Return exactly the lines from the start of the records below through the line containing "Quick job: Extract", both ends included, and leave out the pictures.

GIVEN RECORDS:
☆ ☆ ☆
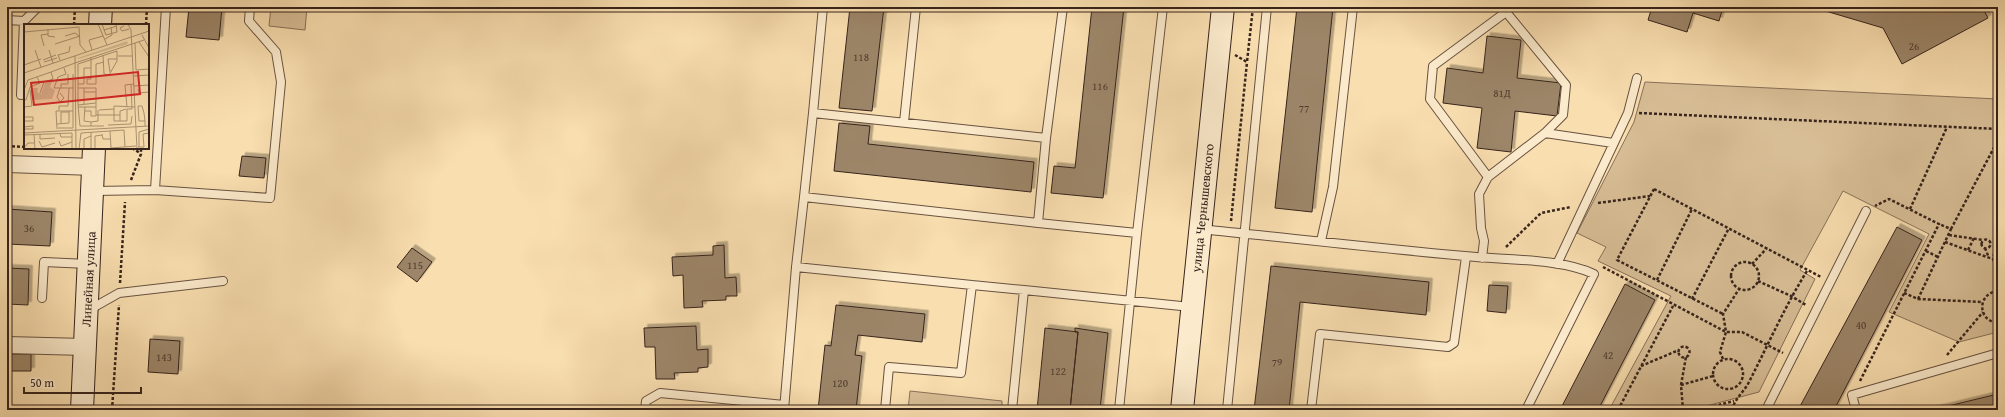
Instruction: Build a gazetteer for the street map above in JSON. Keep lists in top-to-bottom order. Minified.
{"streets":{"main road":["улица Чернышевского","Линейная улица"]},"house_numbers":["26","118","116","81Д","77","36","115","40","42","143","79","122","120"],"scale_bar":"50 m"}
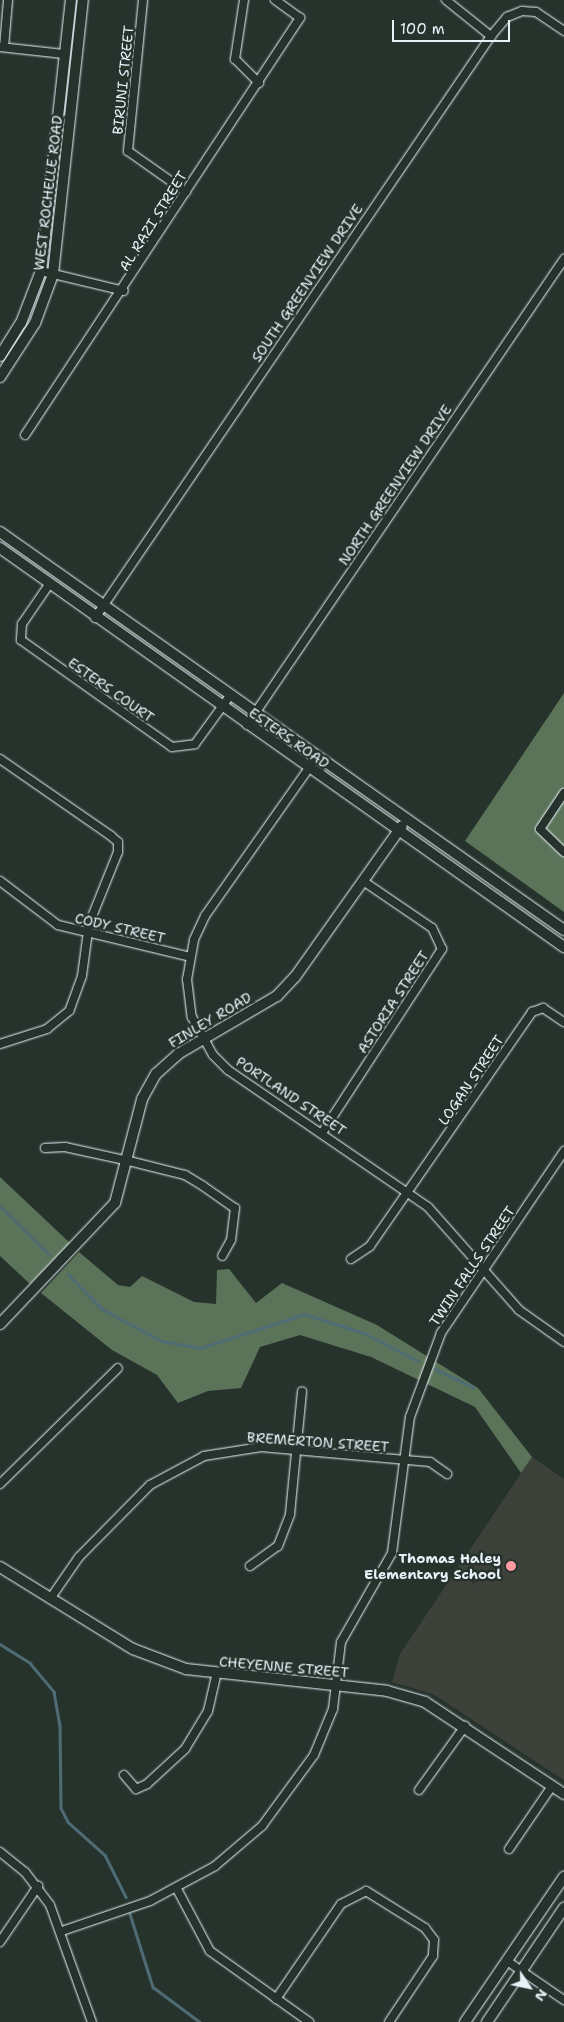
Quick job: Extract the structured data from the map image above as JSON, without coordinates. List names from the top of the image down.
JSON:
{
  "streets": {
    "street": [
      "BIRUNI STREET",
      "WEST ROCHELLE ROAD",
      "AL RAZI STREET",
      "SOUTH GREENVIEW DRIVE",
      "NORTH GREENVIEW DRIVE",
      "ESTERS COURT",
      "ESTERS ROAD",
      "CODY STREET",
      "ASTORIA STREET",
      "FINLEY ROAD",
      "LOGAN STREET",
      "PORTLAND STREET",
      "TWIN FALLS STREET",
      "BREMERTON STREET",
      "CHEYENNE STREET"
    ]
  },
  "crossings": [
    ["BIRUNI STREET", "AL RAZI STREET"],
    ["SOUTH GREENVIEW DRIVE", "ESTERS ROAD"],
    ["NORTH GREENVIEW DRIVE", "ESTERS ROAD"],
    ["ESTERS COURT", "ESTERS ROAD"],
    ["ESTERS ROAD", "FINLEY ROAD"],
    ["ESTERS ROAD", "PORTLAND STREET"],
    ["CODY STREET", "PORTLAND STREET"],
    ["ASTORIA STREET", "FINLEY ROAD"],
    ["ASTORIA STREET", "PORTLAND STREET"],
    ["FINLEY ROAD", "PORTLAND STREET"],
    ["LOGAN STREET", "PORTLAND STREET"],
    ["PORTLAND STREET", "TWIN FALLS STREET"],
    ["TWIN FALLS STREET", "BREMERTON STREET"],
    ["TWIN FALLS STREET", "CHEYENNE STREET"],
    ["BREMERTON STREET", "CHEYENNE STREET"]
  ],
  "places": ["Thomas Haley Elementary School"],
  "scale_bar": "100 m",
  "north": "bottom right"
}
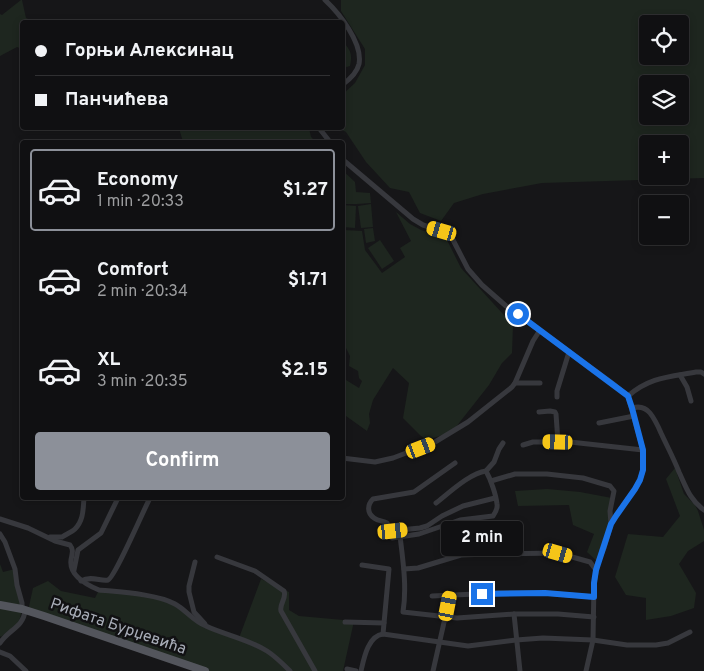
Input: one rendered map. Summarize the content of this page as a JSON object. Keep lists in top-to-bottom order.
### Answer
{
  "streets": {
    "main road": ["Рифата Бурџевића"]
  },
  "page": {
    "map_buttons": ["+", "−"],
    "banner": ["Горњи Алексинац", "Панчићева"],
    "list": [
      {
        "name": "Economy",
        "note": "1 min · 20:33",
        "value": "$1.27"
      },
      {
        "name": "Comfort",
        "note": "2 min · 20:34",
        "value": "$1.71"
      },
      {
        "name": "XL",
        "note": "3 min · 20:35",
        "value": "$2.15"
      }
    ],
    "buttons": "Confirm",
    "bubble": "2 min"
  }
}
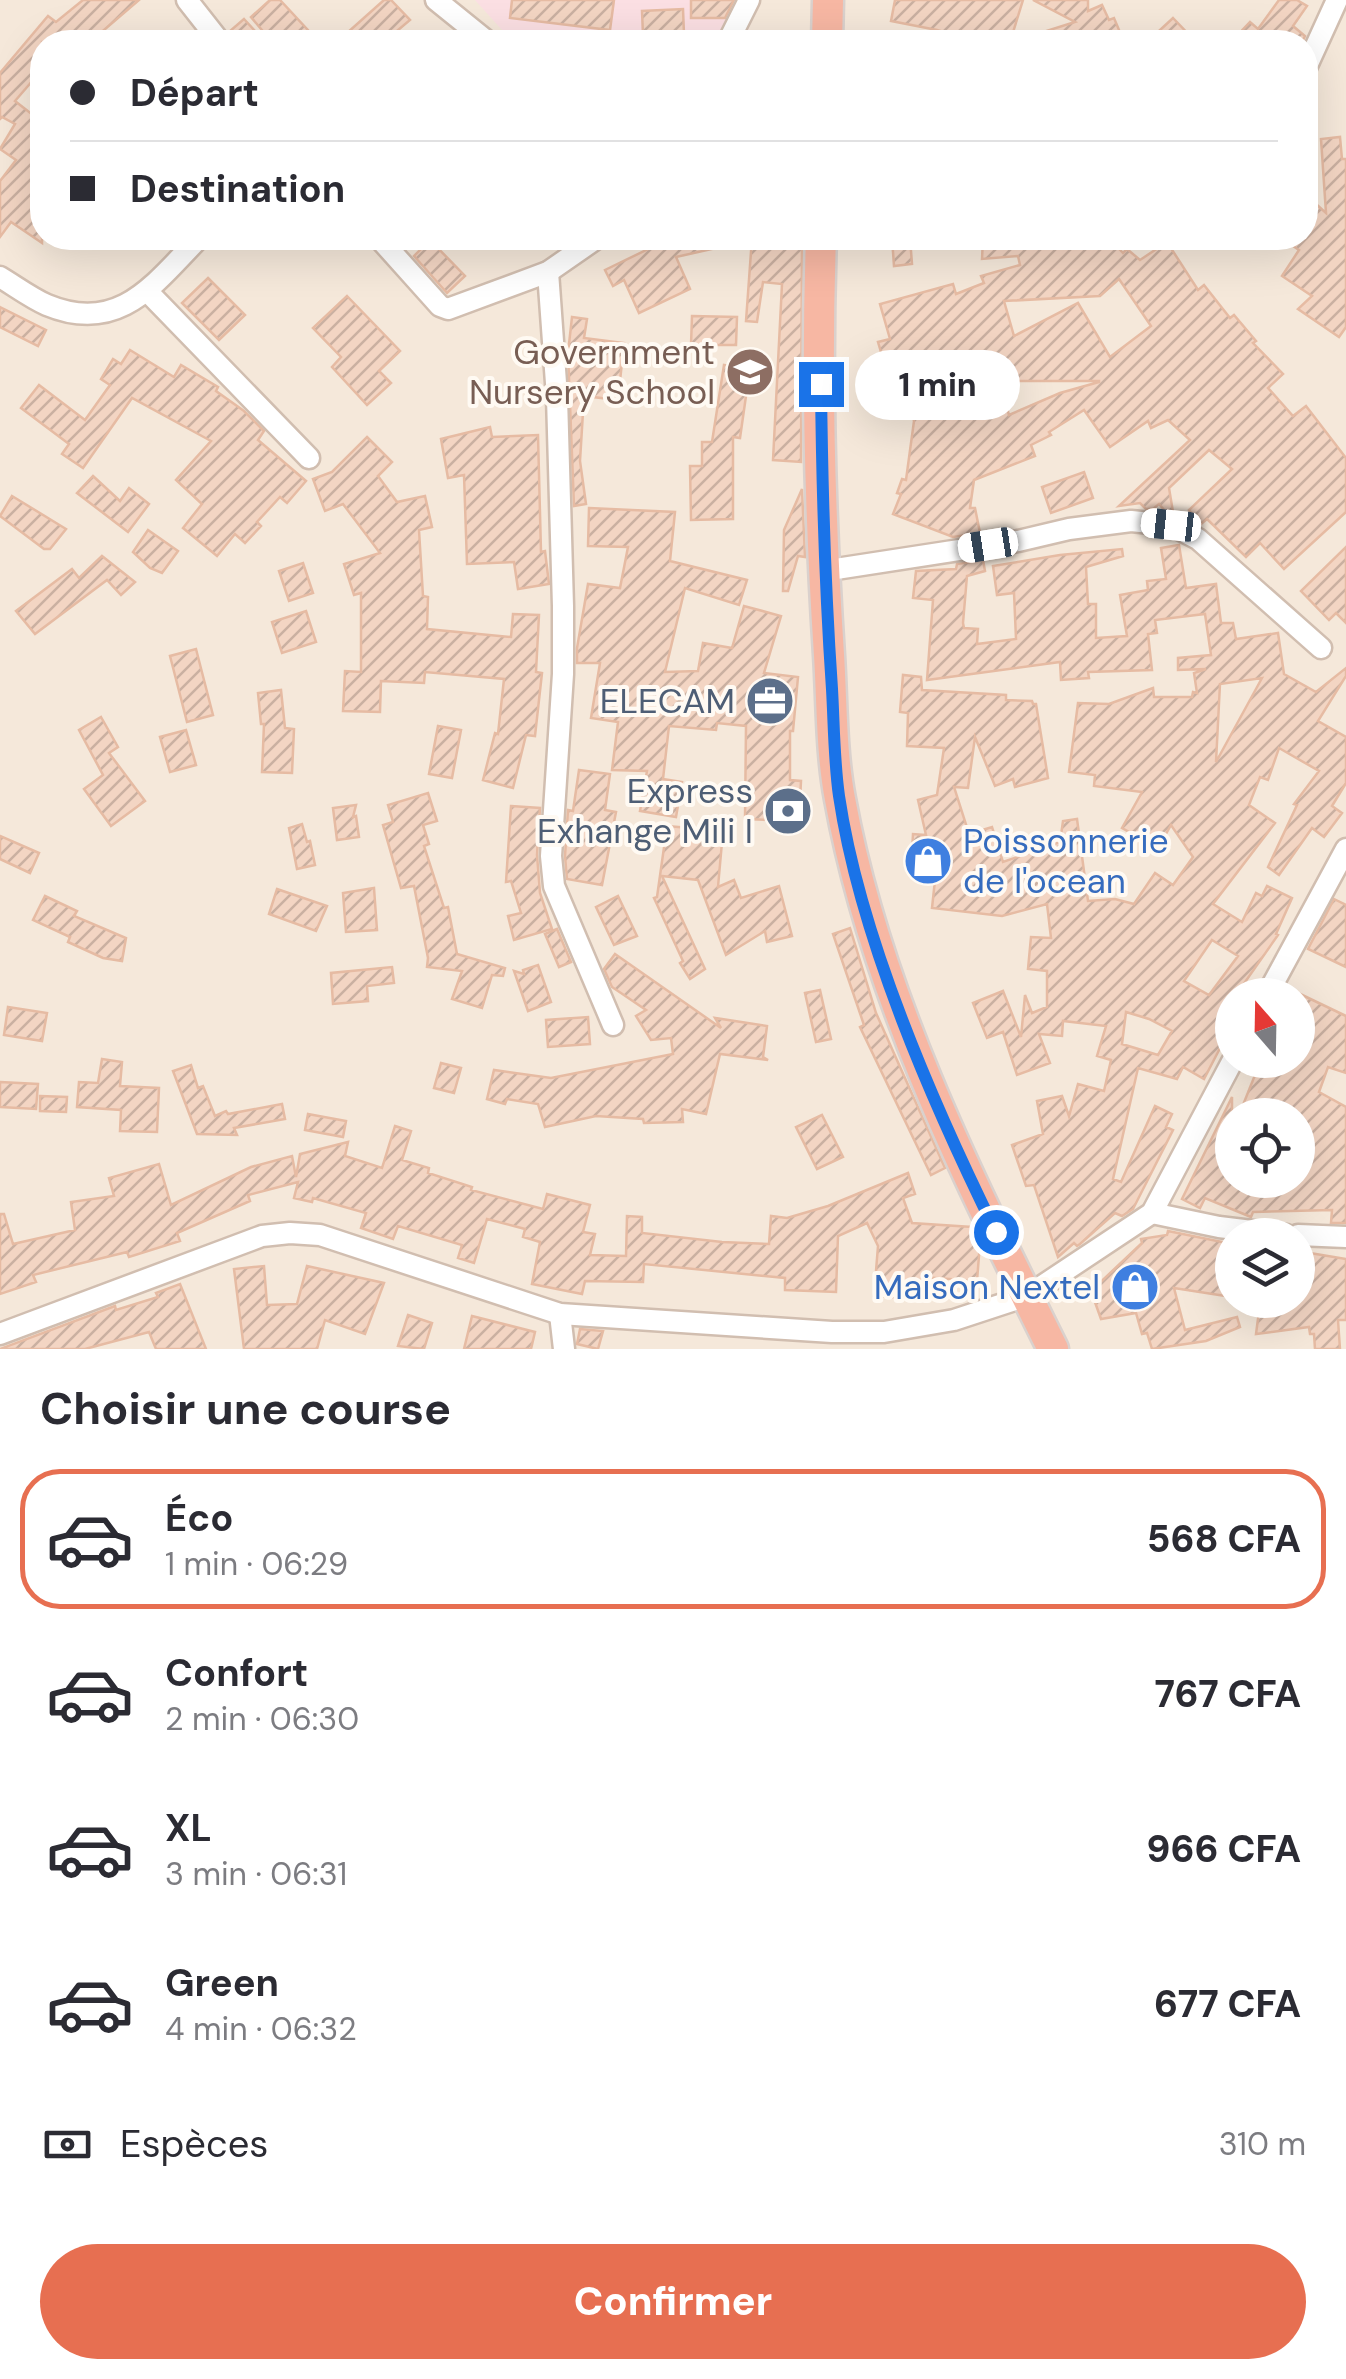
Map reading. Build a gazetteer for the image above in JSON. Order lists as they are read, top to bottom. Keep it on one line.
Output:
{"places":{"school or university":["Government Nursery School"],"office":["ELECAM"],"bank":["Express Exhange Mili I"],"shop":["Poissonnerie de l'ocean","Maison Nextel"]},"north":"top","page":{"banner":["Départ","Destination"],"bubble":"1 min","heading":"Choisir une course","list":[{"name":"Éco","note":"1 min · 06:29","value":"568 CFA"},{"name":"Confort","note":"2 min · 06:30","value":"767 CFA"},{"name":"XL","note":"3 min · 06:31","value":"966 CFA"},{"name":"Green","note":"4 min · 06:32","value":"677 CFA"}],"pay":["Espèces","310 m"],"buttons":"Confirmer"}}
☆ ☆ ☆
WRITTEN SOLUTION:
Instruction: Build a gazetteer for the street map above in JSON. Keep lists in top-to-bottom order. Minified.
{"streets":{"main road":["улица Чернышевского","Линейная улица"]},"house_numbers":["26","118","116","81Д","77","36","115","40","42","143","79","122","120"],"scale_bar":"50 m"}
Quick job: Extract the structured data from the map image above as JSON, without coordinates. List names from the top of the image down.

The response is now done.